Oak in the Fall

New England is blessed with white, black and red oaks along with other occasional species such as chestnut oak. Their fall color is just now beginning to show up as russet, scarlet and gold. All oaks are extremely valuable plants for wildlife. Entomologist Doug Tallamy notes that the leaves of one oak tree will support over 517 species of Lepidoptera (the order of insects that includes butterflies and moths). Nearly all of us have at least one oak in our yards!

If you don’t have an oak but want one, I suggest you not purchase a balled and burlaped tree from a nursery. Oaks have a long taproot which may be broken in digging from the nursery row. Further, the transplant may not “take.” Doug Tallamy suggests sowing acorns in pots, then planting the young tree out in two years. Oaks are fairly fast growing trees.

Did you know that it takes two seasons for an acorn to form? What with two seasons of bountiful rainfall, this is truly a big year (or mast year) for acorns. They’re like marbles underfoot in some yards right now, so watch your step!

Many mammals collect and feast on acorns: bear, deer, squirrel, chipmunk. We can, too, with a bit of effort, just as the Native peoples have done for generations.

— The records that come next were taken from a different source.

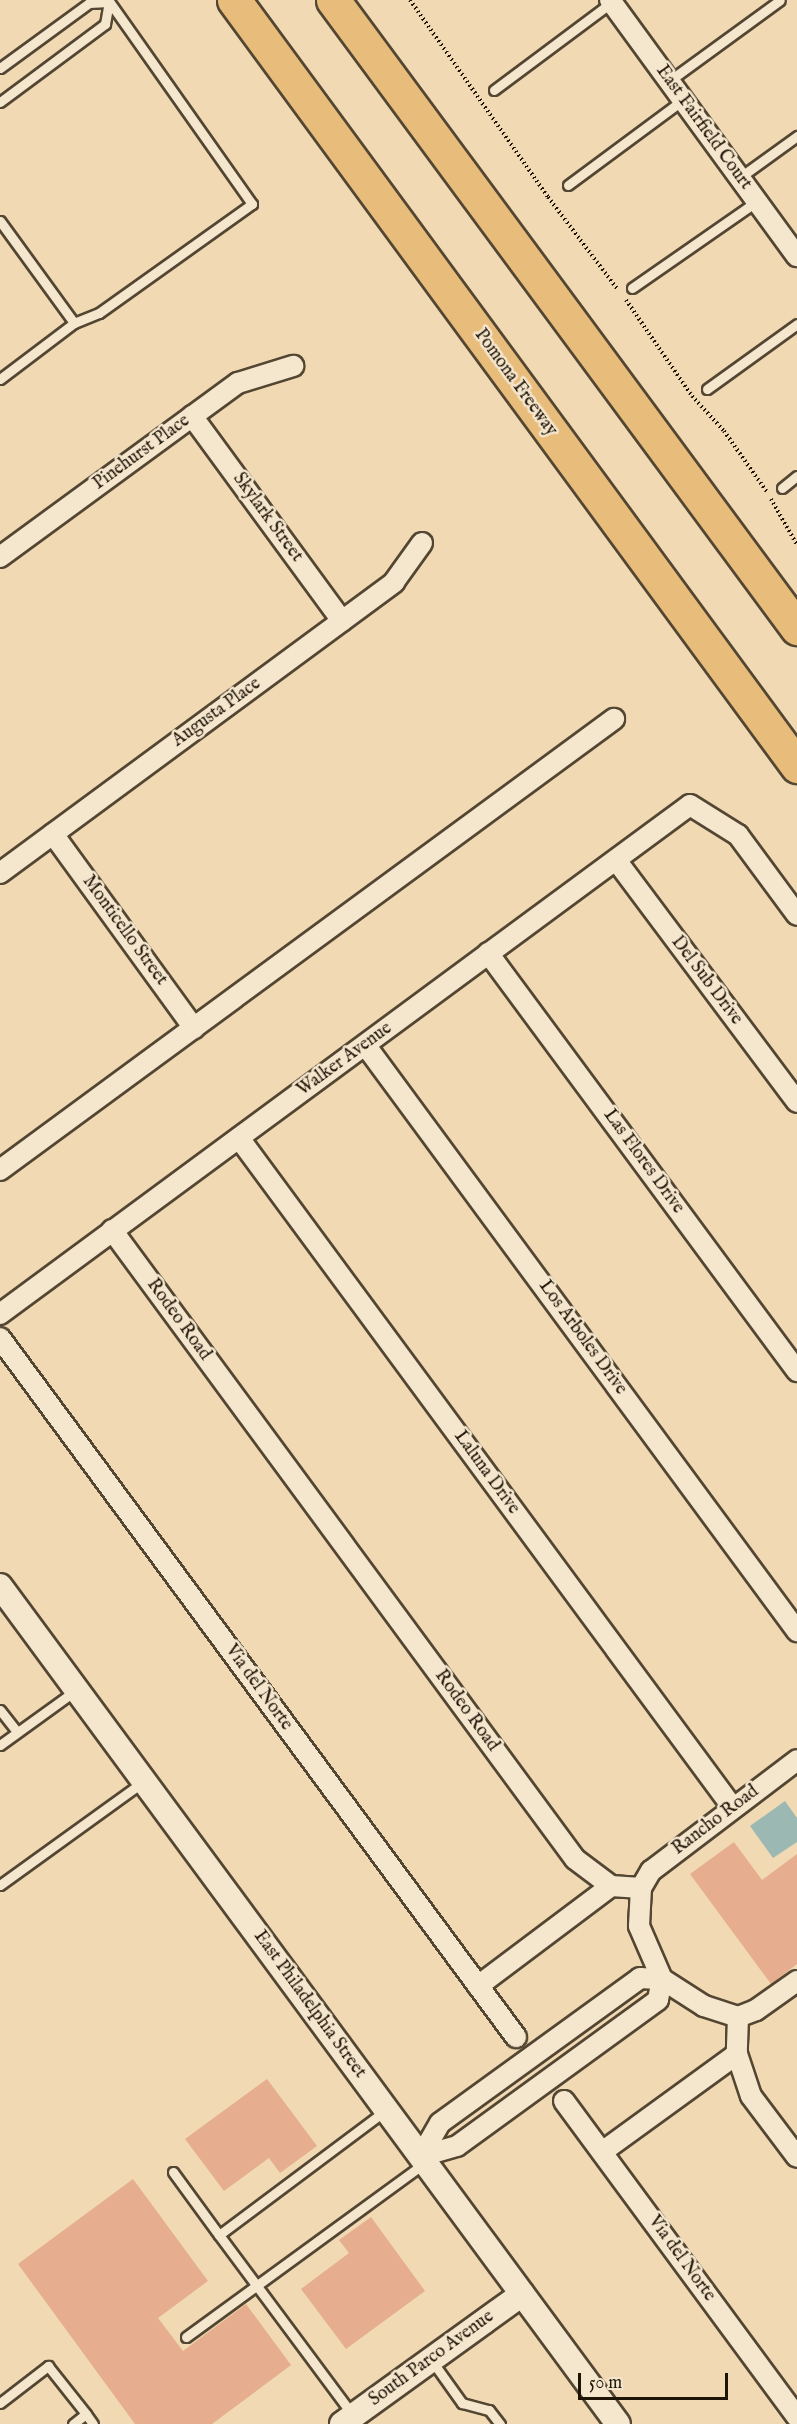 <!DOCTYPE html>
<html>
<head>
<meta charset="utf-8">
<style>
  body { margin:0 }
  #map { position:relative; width:797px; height:2424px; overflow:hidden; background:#f0d9b3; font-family:"IM FELL English",serif }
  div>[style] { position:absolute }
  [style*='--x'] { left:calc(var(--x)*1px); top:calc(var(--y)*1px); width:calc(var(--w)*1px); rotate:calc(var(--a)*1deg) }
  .water>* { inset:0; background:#9bb9b2 }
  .building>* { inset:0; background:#e6ae8e }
  .path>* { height:4px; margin-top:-2px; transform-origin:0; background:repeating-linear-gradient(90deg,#1f1507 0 1.5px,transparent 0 4.5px) }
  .roads { filter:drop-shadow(2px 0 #534632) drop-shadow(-2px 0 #534632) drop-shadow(0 2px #534632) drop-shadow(0 -2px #534632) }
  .service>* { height:9px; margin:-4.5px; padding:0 4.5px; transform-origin:4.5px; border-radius:4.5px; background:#f5e6ce }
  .minor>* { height:20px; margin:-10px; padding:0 10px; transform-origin:10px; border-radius:10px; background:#f5e6ce }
  .tertiary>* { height:24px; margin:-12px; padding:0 12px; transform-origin:12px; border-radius:12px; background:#f5e6ce }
  .motorway>* { height:33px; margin:-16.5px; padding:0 16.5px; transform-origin:16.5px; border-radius:16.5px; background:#e8bc7a }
  span { translate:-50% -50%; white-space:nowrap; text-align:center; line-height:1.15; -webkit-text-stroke:5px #f5e6ce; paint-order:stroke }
  .street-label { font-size:18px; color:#1f1507 }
  .scale { position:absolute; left:578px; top:2373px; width:150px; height:27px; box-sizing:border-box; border:3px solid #1f1507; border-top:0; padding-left:8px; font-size:18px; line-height:21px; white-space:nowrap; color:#1f1507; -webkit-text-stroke:4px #f5e6ce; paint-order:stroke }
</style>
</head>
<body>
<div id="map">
  <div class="water">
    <i style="clip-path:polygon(785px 1801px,797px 1818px,797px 1842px,773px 1858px,750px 1826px)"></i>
  </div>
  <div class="building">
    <i style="clip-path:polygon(734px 1842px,762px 1880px,797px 1854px,797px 1964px,771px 1984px,690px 1874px)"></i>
    <i style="clip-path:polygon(267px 2079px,317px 2146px,280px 2173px,269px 2158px,224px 2191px,185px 2139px)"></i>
    <i style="clip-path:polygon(133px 2179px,208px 2281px,158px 2318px,183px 2351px,246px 2304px,291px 2365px,212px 2424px,135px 2424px,18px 2264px)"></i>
    <i style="clip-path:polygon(371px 2217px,425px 2291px,346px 2349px,301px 2289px,349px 2253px,339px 2240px)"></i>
  </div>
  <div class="path">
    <i style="--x:410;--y:0;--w:241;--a:55"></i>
    <i style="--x:548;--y:197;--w:116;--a:53"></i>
    <i style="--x:626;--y:300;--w:116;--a:55.5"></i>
    <i style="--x:692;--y:396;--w:47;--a:47.6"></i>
    <i style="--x:724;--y:431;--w:75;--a:54.8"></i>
    <i style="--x:771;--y:499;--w:53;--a:60.5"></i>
  </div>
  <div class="roads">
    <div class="service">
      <i style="--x:0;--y:68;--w:110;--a:-36.1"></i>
      <i style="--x:89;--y:3;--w:20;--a:-3"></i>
      <i style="--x:669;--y:81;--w:137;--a:-36.1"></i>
      <i style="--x:494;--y:90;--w:147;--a:-36.7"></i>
      <i style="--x:0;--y:102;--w:131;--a:-36.6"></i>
      <i style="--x:105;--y:24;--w:22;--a:-80"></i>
      <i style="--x:739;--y:178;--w:72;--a:-35.9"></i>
      <i style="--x:568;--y:185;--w:143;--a:-36.5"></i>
      <i style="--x:0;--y:221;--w:126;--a:54"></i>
      <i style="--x:74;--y:323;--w:93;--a:142.9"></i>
      <i style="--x:632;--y:288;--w:152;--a:-34.8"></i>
      <i style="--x:74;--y:323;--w:27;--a:-22"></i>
      <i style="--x:99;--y:313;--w:188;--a:-35.5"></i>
      <i style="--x:252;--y:204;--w:250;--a:-125.2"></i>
      <i style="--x:707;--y:389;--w:111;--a:-35.8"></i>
      <i style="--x:782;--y:488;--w:19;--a:-39"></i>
      <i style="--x:0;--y:1710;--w:28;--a:52"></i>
      <i style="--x:0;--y:1745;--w:92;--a:-35.8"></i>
      <i style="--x:0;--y:1885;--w:178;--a:-35.8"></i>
      <i style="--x:173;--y:2172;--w:78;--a:53.9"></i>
      <i style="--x:186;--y:2337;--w:293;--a:-36.1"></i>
      <i style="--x:432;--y:2361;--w:52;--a:54.5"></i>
      <i style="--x:462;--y:2403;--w:28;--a:15"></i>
      <i style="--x:489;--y:2410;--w:18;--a:52"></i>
      <i style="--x:0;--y:2403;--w:61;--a:-37.6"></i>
      <i style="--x:48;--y:2366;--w:61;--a:51.6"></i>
      <i style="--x:352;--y:2414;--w:223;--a:-126.6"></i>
      <i style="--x:219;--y:2235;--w:207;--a:-36.8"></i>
      <i style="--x:73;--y:2424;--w:16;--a:-38"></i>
      <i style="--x:86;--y:2414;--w:12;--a:55"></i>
    </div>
    <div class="minor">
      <i style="--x:610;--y:0;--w:317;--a:53.9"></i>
      <i style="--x:192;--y:416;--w:254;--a:53.8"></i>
      <i style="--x:0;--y:557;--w:295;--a:-36.2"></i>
      <i style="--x:238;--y:383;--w:58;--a:-17.2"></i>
      <i style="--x:53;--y:834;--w:240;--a:54"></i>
      <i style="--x:616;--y:860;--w:302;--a:53.2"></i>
      <i style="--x:0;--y:873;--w:490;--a:-36.4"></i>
      <i style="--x:394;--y:582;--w:48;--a:-54.3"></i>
      <i style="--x:488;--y:953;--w:520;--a:53.53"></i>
      <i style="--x:366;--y:1046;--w:727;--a:53.62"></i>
      <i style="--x:239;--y:1138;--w:832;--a:53.6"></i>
      <i style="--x:0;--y:1170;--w:762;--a:-36.3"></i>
      <i style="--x:112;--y:1230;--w:781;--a:53.64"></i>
      <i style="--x:575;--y:1859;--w:45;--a:36.9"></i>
      <i style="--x:611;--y:1886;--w:30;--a:4"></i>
      <i style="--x:0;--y:1314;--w:857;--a:-36.42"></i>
      <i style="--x:690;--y:805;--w:57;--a:32"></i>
      <i style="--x:738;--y:835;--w:99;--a:53.6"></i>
      <i style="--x:0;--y:1338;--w:869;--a:53.57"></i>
      <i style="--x:640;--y:1978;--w:22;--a:3"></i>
      <i style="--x:662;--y:1979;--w:21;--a:101"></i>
      <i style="--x:658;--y:2000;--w:248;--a:144"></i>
      <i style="--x:457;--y:2146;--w:37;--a:164"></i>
      <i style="--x:421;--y:2156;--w:38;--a:-60"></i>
      <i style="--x:440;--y:2123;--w:247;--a:-35.9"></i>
      <i style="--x:478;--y:1986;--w:166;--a:-36.9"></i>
      <i style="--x:738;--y:2017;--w:36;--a:-162"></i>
      <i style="--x:704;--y:2006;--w:50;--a:-147.3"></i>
      <i style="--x:662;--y:1979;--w:58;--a:-113.5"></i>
      <i style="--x:639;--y:1926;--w:38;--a:-87"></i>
      <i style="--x:641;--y:1888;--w:20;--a:-60"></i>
      <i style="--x:651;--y:1871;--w:183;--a:-37.2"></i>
      <i style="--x:738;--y:2017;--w:37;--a:92"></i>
      <i style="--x:737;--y:2054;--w:44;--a:71.6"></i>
      <i style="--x:751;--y:2096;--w:76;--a:53"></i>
      <i style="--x:738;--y:2017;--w:19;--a:-21"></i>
      <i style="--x:756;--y:2010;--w:50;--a:-35.3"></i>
      <i style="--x:564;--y:2101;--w:393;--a:53.6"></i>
      <i style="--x:602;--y:2152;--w:167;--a:-36"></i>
    </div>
    <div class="tertiary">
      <i style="--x:0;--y:1586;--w:1041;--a:53.59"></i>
      <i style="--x:342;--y:2424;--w:222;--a:-35.8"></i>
    </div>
    <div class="motorway">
      <i style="--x:234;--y:0;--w:951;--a:53.68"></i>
      <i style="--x:333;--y:0;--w:781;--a:53.54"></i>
    </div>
  </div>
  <div class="street-label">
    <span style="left:703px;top:128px;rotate:54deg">East Fairfield Court</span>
    <span style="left:515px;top:383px;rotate:54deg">Pomona Freeway</span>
    <span style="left:142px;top:453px;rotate:-36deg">Pinehurst Place</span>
    <span style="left:267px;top:518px;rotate:54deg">Skylark Street</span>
    <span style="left:217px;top:713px;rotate:-36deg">Augusta Place</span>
    <span style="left:124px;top:931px;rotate:54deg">Monticello Street</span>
    <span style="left:706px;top:981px;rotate:53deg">Del Sub Drive</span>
    <span style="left:345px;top:1060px;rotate:-36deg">Walker Avenue</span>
    <span style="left:643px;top:1162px;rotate:54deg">Las Flores Drive</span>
    <span style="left:178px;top:1320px;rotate:54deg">Rodeo Road</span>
    <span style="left:582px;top:1338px;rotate:54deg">Los Arboles Drive</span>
    <span style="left:486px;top:1473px;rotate:54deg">Laluna Drive</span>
    <span style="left:258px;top:1688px;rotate:54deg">Via del Norte</span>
    <span style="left:466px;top:1711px;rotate:54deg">Rodeo Road</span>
    <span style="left:716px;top:1821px;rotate:-37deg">Rancho Road</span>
    <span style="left:309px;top:2005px;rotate:54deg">East Philadelphia Street</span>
    <span style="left:681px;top:2259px;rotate:54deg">Via del Norte</span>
    <span style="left:432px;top:2359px;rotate:-36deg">South Parco Avenue</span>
  </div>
  <div class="scale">50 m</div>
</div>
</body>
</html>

I took wild gatherer Tim Swanson’s acorn class last fall. He noted that one should wait until November to gather the best acorns, as the oaks will drop the immature and insect-ridden ones first in September and October. He removes caps, soaks the acorns, dries them, grinds them into a flour, and bakes tasty breads, muffins and crackers. I thought these foods were quite delicious! While I doubt I will have sufficient time for all the processing, this class gave me new insight into the hidden value of the acorn.